CARBON STORAGE POTENTIAL AT THE GREAT STONE DOME, NORTHERN BALTIMORE CANYON TROUGH

The Great Stone Dome (GSD) is a 20 km wide feature beneath the shelf situated 40 km landward of the East Coast Magnetic Anomaly and 100 km offshore Atlantic City, NJ. The GSD was first recognized by positive magnetic and gravity anomalies and later sampled to reveal a network of ultra-mafic igneous intrusives. Differential compaction has led to ~0.5 km of structural relief in the overlying drape of mid-Cretaceous sandstones that were the target of 1970-1980s oil and gas exploration. Seven exploratory wells and multiple seismic surveys, beginning with USGS Line 2, found the presence of 1) potential reservoirs within the Mississauga Equivalent and Logan Canyon Equivalent Formations, 2) a thick and regionally extensive seal in the Dawson Canyon Equivalent Shale, 3) more than 1500 m of burial, and 4) little faulting above the structure. However, any hydrocarbons that may have been generated vented the structure before seals developed. Consequently, the GSD is currently being assessed as a potential storage resource for anthropogenic CO₂.

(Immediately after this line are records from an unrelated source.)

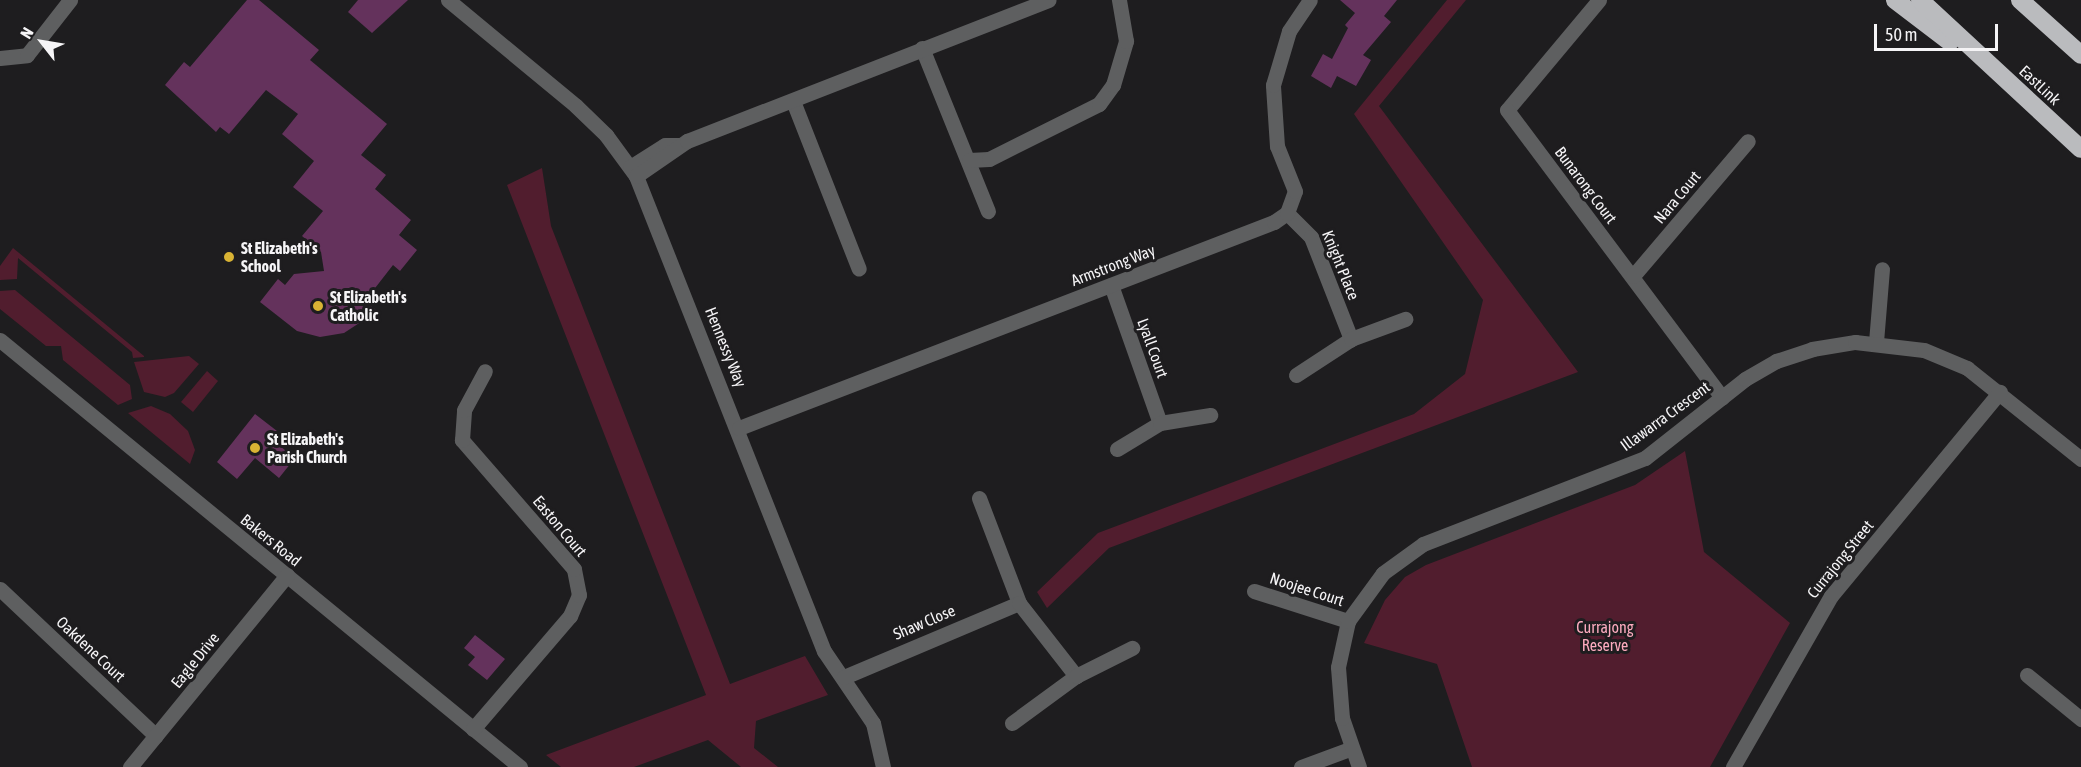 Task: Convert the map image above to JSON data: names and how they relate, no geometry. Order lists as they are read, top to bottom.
{
  "streets": {
    "highway": ["EastLink"],
    "street": [
      "Bunarong Court",
      "Nara Court",
      "Armstrong Way",
      "Knight Place",
      "Hennessy Way",
      "Lyall Court",
      "Illawarra Crescent",
      "Easton Court",
      "Bakers Road",
      "Currajong Street",
      "Noojee Court",
      "Shaw Close",
      "Oakdene Court",
      "Eagle Drive"
    ]
  },
  "crossings": [
    ["Bunarong Court", "Nara Court"],
    ["Bunarong Court", "Illawarra Crescent"],
    ["Armstrong Way", "Knight Place"],
    ["Armstrong Way", "Hennessy Way"],
    ["Armstrong Way", "Lyall Court"],
    ["Hennessy Way", "Shaw Close"],
    ["Illawarra Crescent", "Currajong Street"],
    ["Illawarra Crescent", "Noojee Court"],
    ["Easton Court", "Bakers Road"],
    ["Bakers Road", "Eagle Drive"],
    ["Oakdene Court", "Eagle Drive"]
  ],
  "parks": ["Currajong Reserve"],
  "places": ["St Elizabeth's School", "St Elizabeth's Catholic", "St Elizabeth's Parish Church"],
  "scale_bar": "50 m",
  "north": "top left"
}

Using the available seismic, geophysical, and geologic data, we are investigating factors affecting CO₂ storage volume estimates. To best constrain the target sand volumes we use a sequence stratigraphic framework that recognizes four potential sequence boundaries dividing the mid-Cretaceous sands. Three sequence or parasequence boundaries are identified by abrupt shifts between nearshore and neritic facies of the Mississauga and Logan Canyon Equivalents as recognized in well logs. These roughly separate Aptian-Albian, Albian, earliest Cenomanian, and later Cenomanian units that were deposited in progressively deeper water. An older Barremian or Aptian unconformity, possibly a sequence boundary, was previously identified by conventional core and kerogen analysis in the unpublished drilling results. Our preliminary interpretation is that as much as 5.9 Gt of CO₂ could be stored at the GSD. Further environmental and seismic correlation will refine this figure, as well as our understanding of mid-Cretaceous sequences on the NJ margin. This investigation is part of a broader characterization effort led by the Midwest Regional Carbon Sequestration Partnership to quantify storage resources within its region. This work is supported by U.S. DOE-NETL Agreement No. DE-FC26-0NT42589.